WORK INSTRUCTION - Type the records out again in full, exactly.

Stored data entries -
----
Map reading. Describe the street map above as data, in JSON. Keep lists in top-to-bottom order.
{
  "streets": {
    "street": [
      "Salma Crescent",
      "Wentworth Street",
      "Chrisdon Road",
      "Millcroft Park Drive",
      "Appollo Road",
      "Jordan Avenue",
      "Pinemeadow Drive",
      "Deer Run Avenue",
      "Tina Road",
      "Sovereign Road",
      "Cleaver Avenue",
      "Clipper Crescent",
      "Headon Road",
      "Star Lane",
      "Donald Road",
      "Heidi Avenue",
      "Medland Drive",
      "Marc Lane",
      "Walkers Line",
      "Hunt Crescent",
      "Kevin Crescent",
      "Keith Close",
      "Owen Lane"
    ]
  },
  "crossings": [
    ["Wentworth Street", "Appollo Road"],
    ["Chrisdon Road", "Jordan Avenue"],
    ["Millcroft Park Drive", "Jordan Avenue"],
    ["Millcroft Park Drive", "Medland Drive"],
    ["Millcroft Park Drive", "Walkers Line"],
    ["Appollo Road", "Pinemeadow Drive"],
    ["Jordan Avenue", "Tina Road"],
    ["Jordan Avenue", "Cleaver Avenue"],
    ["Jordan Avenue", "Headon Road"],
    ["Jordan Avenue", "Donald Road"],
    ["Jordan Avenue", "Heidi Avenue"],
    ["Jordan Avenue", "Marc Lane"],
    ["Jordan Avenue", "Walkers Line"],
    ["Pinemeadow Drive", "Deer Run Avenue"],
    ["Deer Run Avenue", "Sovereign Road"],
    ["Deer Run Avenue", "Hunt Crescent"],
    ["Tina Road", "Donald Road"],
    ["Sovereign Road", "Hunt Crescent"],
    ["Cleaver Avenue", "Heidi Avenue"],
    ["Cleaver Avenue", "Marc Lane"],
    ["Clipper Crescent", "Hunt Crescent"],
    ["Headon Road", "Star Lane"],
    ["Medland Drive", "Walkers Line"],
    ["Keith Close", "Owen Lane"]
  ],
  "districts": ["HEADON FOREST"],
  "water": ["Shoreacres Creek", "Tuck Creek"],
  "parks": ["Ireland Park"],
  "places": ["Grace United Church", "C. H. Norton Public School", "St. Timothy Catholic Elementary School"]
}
----
ANSWER TO THE EXERCISE -
Map reading. Describe the street map above as data, in JSON. Keep lists in top-to-bottom order.
{
  "streets": {
    "street": [
      "Salma Crescent",
      "Wentworth Street",
      "Chrisdon Road",
      "Millcroft Park Drive",
      "Appollo Road",
      "Jordan Avenue",
      "Pinemeadow Drive",
      "Deer Run Avenue",
      "Tina Road",
      "Sovereign Road",
      "Cleaver Avenue",
      "Clipper Crescent",
      "Headon Road",
      "Star Lane",
      "Donald Road",
      "Heidi Avenue",
      "Medland Drive",
      "Marc Lane",
      "Walkers Line",
      "Hunt Crescent",
      "Kevin Crescent",
      "Keith Close",
      "Owen Lane"
    ]
  },
  "crossings": [
    ["Wentworth Street", "Appollo Road"],
    ["Chrisdon Road", "Jordan Avenue"],
    ["Millcroft Park Drive", "Jordan Avenue"],
    ["Millcroft Park Drive", "Medland Drive"],
    ["Millcroft Park Drive", "Walkers Line"],
    ["Appollo Road", "Pinemeadow Drive"],
    ["Jordan Avenue", "Tina Road"],
    ["Jordan Avenue", "Cleaver Avenue"],
    ["Jordan Avenue", "Headon Road"],
    ["Jordan Avenue", "Donald Road"],
    ["Jordan Avenue", "Heidi Avenue"],
    ["Jordan Avenue", "Marc Lane"],
    ["Jordan Avenue", "Walkers Line"],
    ["Pinemeadow Drive", "Deer Run Avenue"],
    ["Deer Run Avenue", "Sovereign Road"],
    ["Deer Run Avenue", "Hunt Crescent"],
    ["Tina Road", "Donald Road"],
    ["Sovereign Road", "Hunt Crescent"],
    ["Cleaver Avenue", "Heidi Avenue"],
    ["Cleaver Avenue", "Marc Lane"],
    ["Clipper Crescent", "Hunt Crescent"],
    ["Headon Road", "Star Lane"],
    ["Medland Drive", "Walkers Line"],
    ["Keith Close", "Owen Lane"]
  ],
  "districts": ["HEADON FOREST"],
  "water": ["Shoreacres Creek", "Tuck Creek"],
  "parks": ["Ireland Park"],
  "places": ["Grace United Church", "C. H. Norton Public School", "St. Timothy Catholic Elementary School"]
}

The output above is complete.